The overall figure stunned most economists, who laid the blame for the slow growth at the feet of Europe and Washington D.C. The steady drumbeat of headlines concerning Europe's financial woes, as well as the looming fiscal cliff in the U.S., is weighing on consumer confidence. Adding to the problems is the slowdown in the Chinese economy.
"It was really shockingly low," said Bill Dunkelberg, chief economist for the National Federation of Independent Business, who said small businesses have pulled back from hiring because they aren't getting more customers.
Meanwhile, the so-called underemployment rate rose to 14.8%, after falling or holding steady so far this year. Some experts say this rate is a better measure of the job market's health since it also includes people who could only get part-time positions and who have looked for a job at some point in the past year.
The rising unemployment rate contained a glimmer of good news. It increased because 642,000 people re-entered the labor force, often a sign of economic optimism. Economists attribute the jump to graduating college students looking for jobs earlier, as well as jobs created at start-up businesses not captured by survey of established employers which produces the closely-followed payroll number.
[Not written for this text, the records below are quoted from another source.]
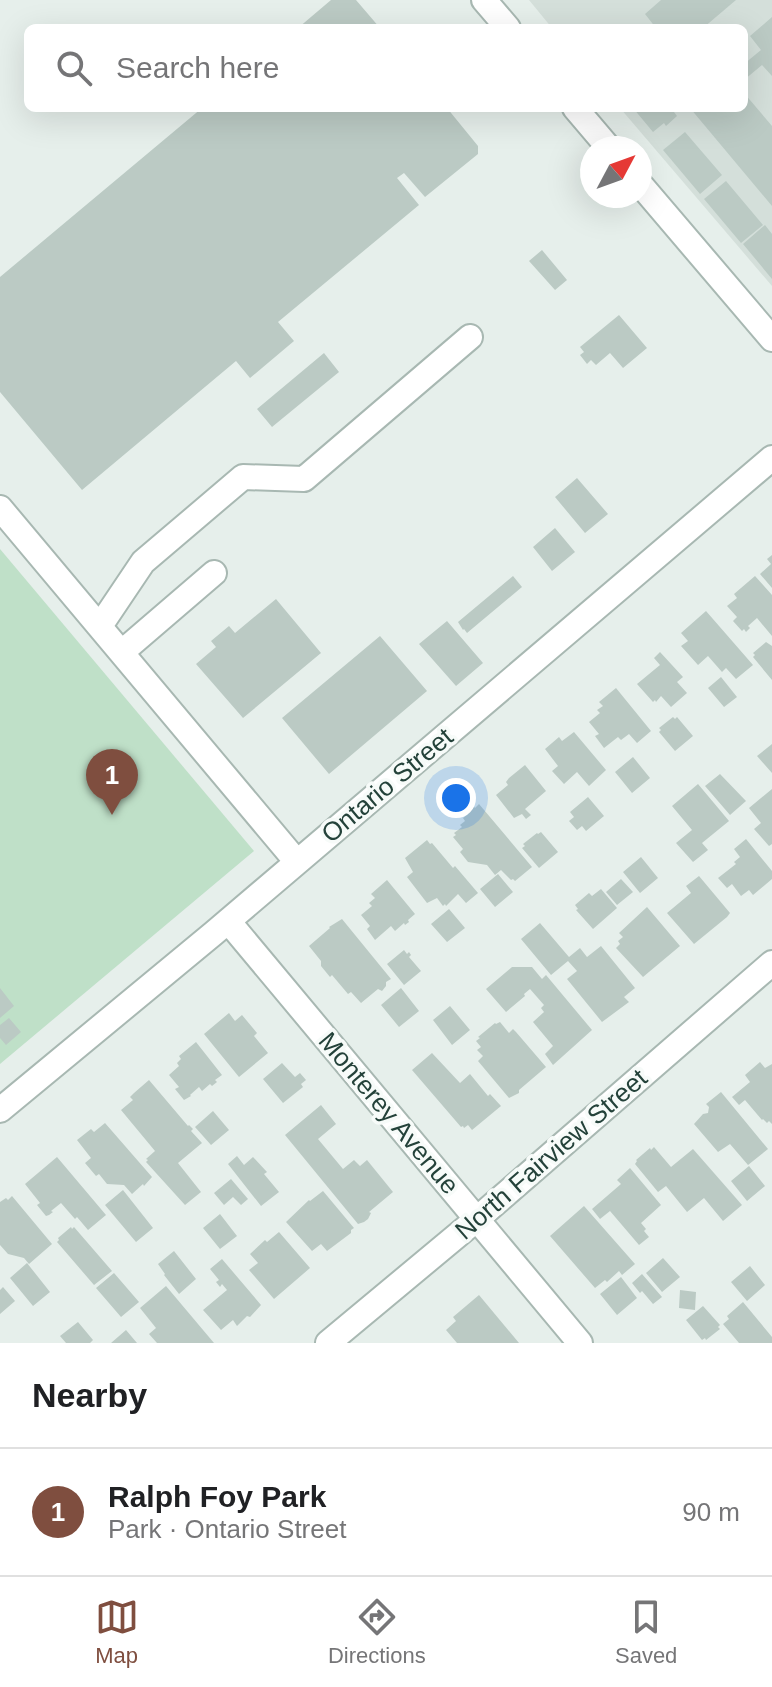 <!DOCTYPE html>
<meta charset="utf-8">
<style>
body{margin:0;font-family:Helvetica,sans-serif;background:#f2f2f2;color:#202124}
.compass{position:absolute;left:580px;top:136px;width:72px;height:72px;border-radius:50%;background:#fff;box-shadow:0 8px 32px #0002;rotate:49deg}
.you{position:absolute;left:456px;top:798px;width:28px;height:28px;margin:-20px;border:6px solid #fff;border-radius:50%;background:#1a73e8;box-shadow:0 0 0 12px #1a73e833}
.badge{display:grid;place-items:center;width:52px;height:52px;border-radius:50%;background:#7f4e3f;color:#fff;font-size:26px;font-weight:700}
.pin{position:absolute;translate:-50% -66px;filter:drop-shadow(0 2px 4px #0008)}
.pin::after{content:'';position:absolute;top:42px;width:28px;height:24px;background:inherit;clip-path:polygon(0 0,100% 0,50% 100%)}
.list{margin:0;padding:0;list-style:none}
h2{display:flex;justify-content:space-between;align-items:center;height:104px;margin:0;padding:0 32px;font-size:34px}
h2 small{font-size:26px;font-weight:400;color:#757577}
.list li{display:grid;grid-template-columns:52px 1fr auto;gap:24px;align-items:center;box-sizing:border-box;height:128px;padding:0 32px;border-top:2px solid #e0e0e0}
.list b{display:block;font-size:30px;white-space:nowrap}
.list p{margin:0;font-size:26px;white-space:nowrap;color:#757577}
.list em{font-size:26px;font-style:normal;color:#757577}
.icon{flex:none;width:44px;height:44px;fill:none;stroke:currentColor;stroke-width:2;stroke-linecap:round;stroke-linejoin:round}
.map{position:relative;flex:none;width:772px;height:1343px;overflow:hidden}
.search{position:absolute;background:#fff;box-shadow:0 8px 32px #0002;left:24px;right:24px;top:24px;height:88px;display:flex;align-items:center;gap:20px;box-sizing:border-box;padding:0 28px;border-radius:12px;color:#757577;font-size:30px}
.sheet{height:232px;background:#fff}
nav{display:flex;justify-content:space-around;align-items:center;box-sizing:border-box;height:112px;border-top:2px solid #e0e0e0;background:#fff;font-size:22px;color:#757577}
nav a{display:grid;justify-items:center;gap:4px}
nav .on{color:#7f4e3f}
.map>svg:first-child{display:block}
</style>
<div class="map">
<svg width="772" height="1343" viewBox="0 0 772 1343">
<rect width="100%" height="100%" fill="#e6efeb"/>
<path fill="#d4dfda" d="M529,0H772V286L620,108H744V28H552Z"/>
<path fill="#bfe0c8" d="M0,549L254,851L0,1064Z"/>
<path fill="#bbcac4" d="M331,0H356L380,28H298Z
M661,0H736L703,28H656L645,14Z
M772,17V76L762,65L744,80V64L761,50L750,36Z
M744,93L772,126V206L690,108H744Z
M202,108H447L478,146V154L425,197L404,173L397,178L419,205L278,322L294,341L250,378L236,361L82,490L0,392V277Z
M633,108H671L677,116L666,126L664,123L653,132Z
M685,132L722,175L700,194L663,150Z
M726,181L763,225L741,243L704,199Z
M765,225L772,234V279L743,244Z
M542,250L567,280L555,290L529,261Z
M619,315L647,348L623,368L610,353L596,365L591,360L587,364L580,355L584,352L580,347Z
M324,353L339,372L272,427L257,409Z
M577,478L608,514L585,533L555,497Z
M555,528L575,552L552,571L533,547Z
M772,555V588L760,574L771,564L767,559Z
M513,576L522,587L467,633L464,629L463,630L458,622Z
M755,576L772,595V636L757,618L748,626L750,628L746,632L744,629L742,631L733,621L737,617L727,606L737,598L734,594Z
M276,599L321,653L243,718L196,664L216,647L211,641L229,626L235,633Z
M706,611L753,665L736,679L726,668L722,672L708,656L698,665L681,646L688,641L681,633Z
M447,621L483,663L456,686L419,644Z
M380,636L427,691L329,774L282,718Z
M766,642L772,646V680L753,657L755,655L753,653Z
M660,652L683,677L677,682L687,693L671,707L661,696L656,702L655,700L653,702L637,684L660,665L654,658Z
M721,677L737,697L724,707L708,688Z
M616,688L651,731L637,743L629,734L621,740L618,737L604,748L595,736L599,734L589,722L600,713L597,710L603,706L599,702Z
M673,717L675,719L677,717L693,736L675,751L659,732L661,730L659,728Z
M574,732L606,770L589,786L577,772L564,784L552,771L558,766L545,749L559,737L562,741Z
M772,744V773L757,756Z
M633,757L650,778L632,793L615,772Z
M525,765L546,791L525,809L531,815L526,819L522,814L514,818L496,795L508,785L506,782L509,778Z
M720,774L746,801L730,815L705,786Z
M698,784L729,821L702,843L708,850L693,862L676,843L692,830L672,806Z
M772,789V844L769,846L754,829L761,823L749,808Z
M588,797L604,816L586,831L582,826L577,830L569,821L574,817L570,812Z
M479,804L532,867L515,881L513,879L511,880L501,870L495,875L487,865L468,862L460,852L463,849L453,837L456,835L454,833L462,827L460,825L465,821L463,818L468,814L465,811L473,805L475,808Z
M541,832L558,852L539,868L522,848L525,846L523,844L537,833L538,834Z
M746,839L772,871V879L753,895L749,890L741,896L732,884L727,888L718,878L736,864L734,862L740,857L734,849Z
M427,840L430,844L432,843L453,868L455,866L478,893L466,903L458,894L446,906L445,904L443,906L437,898L427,903L407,877L413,872L405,858Z
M641,857L658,878L640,893L623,872Z
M498,874L513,892L495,907L480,889Z
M699,876L730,913L727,917L694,944L667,913L691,893L686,886Z
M621,879L633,892L617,905L606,892Z
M387,880L415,914L408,920L409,922L405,925L404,923L395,931L391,926L375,940L367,929L370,926L361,915L372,906L369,903L375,898L371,894Z
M601,889L617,908L593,929L576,910L578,909L575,905L589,893L592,896Z
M647,907L680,946L643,977L616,948L620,944L618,941L623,937L619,933Z
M449,909L465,928L447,942L431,924Z
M342,919L391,979L386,982V986L382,991L378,989L361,1003L351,992L348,994L332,975L330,977L321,966V961L309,946L330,928L329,927Z
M540,923L569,957L580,948L587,957L601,946L635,988L624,997L629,1002L602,1022L567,979L577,971L568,961L551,975L521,939Z
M404,950L407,954L409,952L411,955L409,957L421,971L404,985L387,964Z
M512,967H532L542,979L546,975L592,1030L553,1065L545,1054L553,1046L533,1022L544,1012L541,1008L544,1005L530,989L524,994L525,996L506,1012L486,989Z
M0,988L14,1006L0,1018Z
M401,988L419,1011L399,1027L381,1005Z
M450,1006L470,1030L452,1045L433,1020Z
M229,1013L235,1021L242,1015L257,1033L254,1036L268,1053L239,1077L204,1034Z
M9,1018L21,1032L6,1045L0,1038V1025Z
M500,1022L509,1033L513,1029L516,1032L546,1067L519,1090V1093L509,1098L478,1061L483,1056L477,1050L481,1047L476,1041L480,1038L478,1037L495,1023L496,1024Z
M196,1042L222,1075L215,1080L217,1082L212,1086L210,1084L202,1091L199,1087L190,1095L191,1096L184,1100L175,1089L179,1087L169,1075L179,1066L177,1063L181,1059L179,1056Z
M432,1053L460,1083L470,1074L488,1096L490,1094L501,1106L472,1130L468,1125L464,1128L463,1126L461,1127L412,1070Z
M760,1062L765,1068L772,1064V1124L769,1121L767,1123L763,1119L762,1120L745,1100L739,1105L732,1097L750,1082L745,1075Z
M282,1063L295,1077L300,1073L306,1080L301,1084L303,1087L283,1103L263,1079Z
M149,1080L188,1126L189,1125L193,1129L191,1131L202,1143L178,1163L201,1192L185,1205L146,1162L148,1160L146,1159L155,1151L121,1110L133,1100L130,1097L134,1093Z
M721,1092L768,1149L748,1165L730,1144L718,1152L694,1124L703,1114L708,1113L709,1107L706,1104Z
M321,1105L336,1124L318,1139L343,1169L354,1160L360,1166L367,1160L393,1192L369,1212L371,1213L368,1219L364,1222L358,1224L285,1135Z
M213,1111L229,1130L211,1145L195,1127Z
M105,1123L152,1177L144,1186L143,1184L132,1194L124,1185L107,1184L99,1174L96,1176L85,1163L91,1158L77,1140L91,1129L94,1132Z
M654,1147L671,1167L693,1149L742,1205L723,1221L704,1198L687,1212L666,1186L658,1192L635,1164L637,1161L636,1160L650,1148L651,1150Z
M237,1156L244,1165L253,1157L267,1172L264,1174L279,1192L261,1206L228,1164Z
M57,1157L106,1215L88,1230L77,1217L75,1219L61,1203L51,1211L53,1212L49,1215L46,1216L37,1205L40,1203L25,1184Z
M749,1166L765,1186L747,1201L731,1181Z
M630,1168L661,1205L641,1223L646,1229L644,1231L649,1237L639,1245L610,1211L600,1219L592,1209L621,1184L617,1180Z
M231,1179L248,1199L241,1205L233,1197L224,1205L214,1193Z
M123,1190L153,1228L136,1242L105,1205Z
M323,1191L354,1228L351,1230V1233L327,1251L321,1244L312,1251L286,1222L309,1200L310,1201Z
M12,1196L52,1244L29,1264L24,1258L8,1254L0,1245V1202L6,1198L8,1200Z
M584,1206L635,1264L622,1275L619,1271L607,1282L605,1280L595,1288L550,1236Z
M220,1214L237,1236L220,1249L203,1228Z
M71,1227L72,1229L74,1227L112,1271L94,1285L57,1242L59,1240L58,1238Z
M279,1232L310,1268L274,1299L249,1270L258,1263L250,1254L265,1240L267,1242Z
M174,1251L196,1279L179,1294L164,1275L165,1274L158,1264Z
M663,1258L680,1277L662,1292L646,1273Z
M222,1259L261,1305L250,1317L247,1316L237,1326L233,1320L221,1330L203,1310L227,1290L222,1284L220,1287L216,1282L219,1280L210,1269Z
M27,1263L50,1292L33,1306L10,1278Z
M750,1266L765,1285L747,1301L731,1282Z
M114,1273L139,1302L121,1317L96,1288Z
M642,1274L662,1297L653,1304L642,1291L640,1293L632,1283Z
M621,1277L637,1298L617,1315L600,1294Z
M166,1286L214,1343H157L149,1334L156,1328L140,1308Z
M3,1287L15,1301L0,1314V1290Z
M680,1290L696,1292L695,1310L679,1308Z
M479,1295L519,1343H457L446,1330L456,1321L453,1317Z
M743,1302L772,1337V1343H739L723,1324L729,1319L727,1316Z
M703,1306L720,1325L718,1327L720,1329L706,1340L705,1338L702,1340L686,1320Z
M78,1322L93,1340L90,1343H66L60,1336Z
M126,1330L137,1343H111Z"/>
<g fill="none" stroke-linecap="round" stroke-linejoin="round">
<g stroke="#a8b8b2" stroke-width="28">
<path id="minor" d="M484,0L508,28
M575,108L609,148
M640,184L772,339
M0,508L297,862
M100,626L143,562L243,477L304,479L470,337
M122,652L214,573
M228,921L580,1343
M0,1110L214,933L772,458
M328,1343L477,1219L772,963"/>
</g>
<use href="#minor" stroke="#fff" stroke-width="24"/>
</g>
<g text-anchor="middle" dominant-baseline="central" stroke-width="7" stroke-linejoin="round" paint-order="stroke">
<g font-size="26" fill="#24423a" stroke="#f7fbf9">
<text transform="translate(387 785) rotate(-40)">Ontario Street</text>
<text transform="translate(389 1113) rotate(50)">Monterey Avenue</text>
<text transform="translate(551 1154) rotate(-41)">North Fairview Street</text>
</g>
</g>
</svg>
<svg class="compass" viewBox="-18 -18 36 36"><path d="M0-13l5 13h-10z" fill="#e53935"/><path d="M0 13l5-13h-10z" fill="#757577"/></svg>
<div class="you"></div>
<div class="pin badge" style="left:112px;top:815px">1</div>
<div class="search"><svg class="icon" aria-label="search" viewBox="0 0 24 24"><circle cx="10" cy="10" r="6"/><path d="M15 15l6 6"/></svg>Search here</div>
</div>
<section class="sheet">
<h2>Nearby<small></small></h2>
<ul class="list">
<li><span class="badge">1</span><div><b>Ralph Foy Park</b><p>Park · Ontario Street</p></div><em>90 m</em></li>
</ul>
</section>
<nav>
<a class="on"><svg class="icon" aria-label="map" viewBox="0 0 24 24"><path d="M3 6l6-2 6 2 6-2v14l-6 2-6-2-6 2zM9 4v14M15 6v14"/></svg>Map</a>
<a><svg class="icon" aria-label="directions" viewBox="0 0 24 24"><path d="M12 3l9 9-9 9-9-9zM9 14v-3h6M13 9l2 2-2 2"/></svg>Directions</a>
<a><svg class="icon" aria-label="saved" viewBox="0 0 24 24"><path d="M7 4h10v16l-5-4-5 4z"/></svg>Saved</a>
</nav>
Still, the report marks a major turnaround from the beginning of the year. Job growth started off strong in the first two months of 2012, thanks in part to warmer weather that boosted hiring in construction and some other industries.
But it now seems clear that the economy is not strong enough to sustain monthly job growth that exceeds 200,000, economists said. Gross domestic product, the broadest measure of the nation's economic health, grew at an annual rate of 1.9% in the first quarter, significantly slower than the 3% growth rate at the end of last year.
As a result, employers don't feel the need to boost their payrolls.
"It's not like businesses are being swamped with demands for goods and services," said Sean Snaith, an economist with the University of Central Florida.
At the same time, companies are being very cautious because of the events in the U.S. and abroad. That isn't likely to change anytime soon, especially with the U.S. presidential election looming in November.
"Whenever uncertainty abounds, it's hard to open the floodgates on hiring," said Ellen Zentner, senior economist at Nomura Securities. "I would expect to see anemic hiring persist over the next few months."
But the overall job market still has a long way to go to climb out of the deep hole left by the financial crisis. Of the 8.8 million jobs lost, only about 3.8 million have been added back.
Roughly 12.7 million Americans remain unemployed, and 42.8% of them have been so for six months or more. The number of long-term unemployed rose to 5.4 million, up from 5.1 million.
Correction: An earlier version of this story incorrectly stated the number of jobs in the private sector. There were 82,000 jobs created in the private sector in May.